4. Der Senat kann im Streitfall nicht abschließend entscheiden. Das FG hat aufgrund seines Rechtsstandpunkts keine Feststellungen zur Änderbarkeit der Steuerfestsetzungen in den Abzugsjahren und zur Steuerfreiheit der Vermietungsumsätze in den Streitjahren getroffen. Der Senat verweist die Sache deshalb an das FG zurück.

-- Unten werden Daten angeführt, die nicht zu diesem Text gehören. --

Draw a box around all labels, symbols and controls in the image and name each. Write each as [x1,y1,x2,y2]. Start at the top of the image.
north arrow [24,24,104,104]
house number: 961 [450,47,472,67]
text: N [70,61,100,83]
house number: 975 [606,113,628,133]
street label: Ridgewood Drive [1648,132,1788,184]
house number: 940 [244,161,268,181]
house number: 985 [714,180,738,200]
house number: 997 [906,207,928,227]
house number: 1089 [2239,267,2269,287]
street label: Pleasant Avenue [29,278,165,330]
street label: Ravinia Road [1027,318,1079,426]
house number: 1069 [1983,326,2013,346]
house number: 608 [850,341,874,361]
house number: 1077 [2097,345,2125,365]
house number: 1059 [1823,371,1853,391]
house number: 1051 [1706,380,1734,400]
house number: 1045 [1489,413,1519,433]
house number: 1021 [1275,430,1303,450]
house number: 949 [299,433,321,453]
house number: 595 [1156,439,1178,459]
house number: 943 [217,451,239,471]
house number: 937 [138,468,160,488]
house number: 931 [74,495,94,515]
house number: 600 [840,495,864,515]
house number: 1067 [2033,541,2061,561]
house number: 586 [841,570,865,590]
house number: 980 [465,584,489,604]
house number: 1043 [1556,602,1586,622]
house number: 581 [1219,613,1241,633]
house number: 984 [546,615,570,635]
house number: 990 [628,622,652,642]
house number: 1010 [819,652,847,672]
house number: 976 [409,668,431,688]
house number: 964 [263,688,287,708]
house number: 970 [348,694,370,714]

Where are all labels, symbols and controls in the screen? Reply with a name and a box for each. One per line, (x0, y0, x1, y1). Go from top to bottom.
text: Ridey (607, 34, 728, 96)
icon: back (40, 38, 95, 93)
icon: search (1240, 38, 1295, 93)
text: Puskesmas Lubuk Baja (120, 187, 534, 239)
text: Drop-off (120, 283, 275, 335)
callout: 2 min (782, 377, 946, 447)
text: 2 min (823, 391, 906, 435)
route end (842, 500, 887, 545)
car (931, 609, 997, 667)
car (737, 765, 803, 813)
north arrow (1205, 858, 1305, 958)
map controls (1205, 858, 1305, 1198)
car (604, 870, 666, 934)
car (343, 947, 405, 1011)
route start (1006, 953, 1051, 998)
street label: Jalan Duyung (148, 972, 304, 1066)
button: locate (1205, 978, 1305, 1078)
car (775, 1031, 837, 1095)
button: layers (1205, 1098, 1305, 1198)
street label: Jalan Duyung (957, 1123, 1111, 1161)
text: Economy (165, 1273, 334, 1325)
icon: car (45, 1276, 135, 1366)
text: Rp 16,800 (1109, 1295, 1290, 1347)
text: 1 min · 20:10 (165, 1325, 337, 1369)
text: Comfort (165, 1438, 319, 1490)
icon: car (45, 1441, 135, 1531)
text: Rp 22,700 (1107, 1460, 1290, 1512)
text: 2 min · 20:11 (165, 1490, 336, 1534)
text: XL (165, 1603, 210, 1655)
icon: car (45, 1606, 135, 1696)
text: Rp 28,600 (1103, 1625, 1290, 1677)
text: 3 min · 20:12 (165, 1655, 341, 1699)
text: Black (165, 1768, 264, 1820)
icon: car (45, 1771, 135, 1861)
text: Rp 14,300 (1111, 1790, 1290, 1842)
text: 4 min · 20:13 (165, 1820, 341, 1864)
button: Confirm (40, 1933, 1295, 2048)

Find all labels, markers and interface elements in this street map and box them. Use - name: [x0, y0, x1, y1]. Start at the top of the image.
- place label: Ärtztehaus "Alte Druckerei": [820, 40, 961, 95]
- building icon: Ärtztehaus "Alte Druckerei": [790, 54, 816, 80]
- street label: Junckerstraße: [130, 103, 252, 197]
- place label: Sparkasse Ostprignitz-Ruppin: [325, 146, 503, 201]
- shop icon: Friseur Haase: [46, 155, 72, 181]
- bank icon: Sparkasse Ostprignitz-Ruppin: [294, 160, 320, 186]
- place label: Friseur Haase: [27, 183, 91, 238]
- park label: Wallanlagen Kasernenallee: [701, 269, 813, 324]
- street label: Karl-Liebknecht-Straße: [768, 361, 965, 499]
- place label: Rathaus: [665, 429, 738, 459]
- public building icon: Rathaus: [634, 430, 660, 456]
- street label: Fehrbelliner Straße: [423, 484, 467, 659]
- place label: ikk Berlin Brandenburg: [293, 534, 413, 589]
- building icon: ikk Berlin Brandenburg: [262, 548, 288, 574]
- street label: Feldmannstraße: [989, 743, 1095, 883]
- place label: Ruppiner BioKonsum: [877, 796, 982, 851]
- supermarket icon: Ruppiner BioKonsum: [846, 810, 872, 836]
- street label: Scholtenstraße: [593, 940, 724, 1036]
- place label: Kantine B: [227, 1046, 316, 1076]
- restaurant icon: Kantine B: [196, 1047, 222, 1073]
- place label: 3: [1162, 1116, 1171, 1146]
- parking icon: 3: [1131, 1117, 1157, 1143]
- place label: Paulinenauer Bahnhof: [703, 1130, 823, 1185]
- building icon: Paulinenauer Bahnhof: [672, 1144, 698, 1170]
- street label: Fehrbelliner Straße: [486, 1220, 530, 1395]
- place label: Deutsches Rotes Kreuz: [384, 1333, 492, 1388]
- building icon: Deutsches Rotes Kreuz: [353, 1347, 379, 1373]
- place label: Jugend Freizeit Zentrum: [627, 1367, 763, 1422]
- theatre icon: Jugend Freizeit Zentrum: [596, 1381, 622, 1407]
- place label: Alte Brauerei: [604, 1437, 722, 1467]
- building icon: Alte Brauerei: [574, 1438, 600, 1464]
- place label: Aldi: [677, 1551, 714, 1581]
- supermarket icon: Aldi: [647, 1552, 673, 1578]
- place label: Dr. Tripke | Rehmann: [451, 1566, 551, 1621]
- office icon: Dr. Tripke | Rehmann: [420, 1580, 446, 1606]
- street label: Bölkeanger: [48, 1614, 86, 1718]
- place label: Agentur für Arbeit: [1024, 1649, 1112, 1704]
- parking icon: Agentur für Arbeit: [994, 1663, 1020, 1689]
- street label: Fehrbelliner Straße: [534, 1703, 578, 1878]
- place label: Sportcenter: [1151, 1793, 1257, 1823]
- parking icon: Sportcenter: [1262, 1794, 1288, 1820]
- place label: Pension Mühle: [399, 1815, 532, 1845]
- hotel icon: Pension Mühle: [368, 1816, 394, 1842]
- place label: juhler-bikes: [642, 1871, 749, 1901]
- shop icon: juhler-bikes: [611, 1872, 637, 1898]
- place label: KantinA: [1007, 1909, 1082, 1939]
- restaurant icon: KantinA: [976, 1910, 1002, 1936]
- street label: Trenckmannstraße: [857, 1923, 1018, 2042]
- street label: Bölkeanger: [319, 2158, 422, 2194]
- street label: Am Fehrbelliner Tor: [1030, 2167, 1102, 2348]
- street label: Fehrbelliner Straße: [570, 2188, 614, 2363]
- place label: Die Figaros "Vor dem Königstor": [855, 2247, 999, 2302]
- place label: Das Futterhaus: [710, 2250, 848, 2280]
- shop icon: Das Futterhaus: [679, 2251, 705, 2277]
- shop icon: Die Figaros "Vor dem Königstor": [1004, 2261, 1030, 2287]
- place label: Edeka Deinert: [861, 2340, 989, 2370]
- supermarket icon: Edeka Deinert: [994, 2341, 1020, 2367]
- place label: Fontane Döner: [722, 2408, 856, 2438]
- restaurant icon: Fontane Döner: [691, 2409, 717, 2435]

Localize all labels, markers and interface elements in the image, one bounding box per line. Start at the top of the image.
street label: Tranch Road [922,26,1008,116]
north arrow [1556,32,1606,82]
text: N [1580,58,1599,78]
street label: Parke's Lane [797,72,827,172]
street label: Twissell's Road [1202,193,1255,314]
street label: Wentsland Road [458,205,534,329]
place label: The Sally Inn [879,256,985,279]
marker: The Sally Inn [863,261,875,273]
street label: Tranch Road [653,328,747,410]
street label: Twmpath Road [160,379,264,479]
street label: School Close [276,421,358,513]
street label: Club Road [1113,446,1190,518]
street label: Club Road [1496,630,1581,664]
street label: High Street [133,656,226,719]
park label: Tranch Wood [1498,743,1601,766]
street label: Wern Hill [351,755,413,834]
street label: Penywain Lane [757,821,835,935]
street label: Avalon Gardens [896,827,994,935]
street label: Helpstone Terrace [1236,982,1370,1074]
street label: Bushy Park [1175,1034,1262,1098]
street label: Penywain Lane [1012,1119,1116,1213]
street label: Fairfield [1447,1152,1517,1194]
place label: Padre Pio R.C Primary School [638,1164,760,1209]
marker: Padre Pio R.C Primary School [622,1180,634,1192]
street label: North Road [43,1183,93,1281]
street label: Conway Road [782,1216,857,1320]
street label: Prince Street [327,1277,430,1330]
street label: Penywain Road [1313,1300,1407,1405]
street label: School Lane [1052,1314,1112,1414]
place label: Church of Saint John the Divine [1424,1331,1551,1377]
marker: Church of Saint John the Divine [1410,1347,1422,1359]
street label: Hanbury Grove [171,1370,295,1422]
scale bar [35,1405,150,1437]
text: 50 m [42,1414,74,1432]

Unabänderbarkeit ist gegeben, wenn bei der Steuerfestsetzung für das Folgejahr, in der der Steuerberichtigungsbetrag nach §15 a UStG 1980 berücksichtigt worden ist, keine Gründe (z. B. nach §§172 ff. AO 1977) für eine Änderung der bestandskräftigen Steuerfestsetzung für das Abzugsjahr vorliegen. Wenn die erstmalige tatsächliche Verwendung (Vermietung der Objekte) nicht im Abzugsjahr, sondern in dem späteren Erstjahr erfolgt, ist für die Änderbarkeit der Steuerfestsetzung des Abzugsjahres §175 Abs. 1 Satz 1 Nr. 2 AO 1977 zu berücksichtigen. Nach der Rechtsprechung des Senats (Urteil vom 26. Februar 1987 V R 1/79, BFHE 149, 307, BStBl II 1987, 521, unter II. 2.) handelt es sich bei der erstmaligen tatsächlichen Verwendung um ein auf das Abzugsjahr zurückwirkendes Ereignis. In diesem Fall beginnt die Festsetzungsfrist mit Ablauf des Kalenderjahres, in dem das Ereignis eintritt (§175 Abs. 1 Satz 2 AO 1977).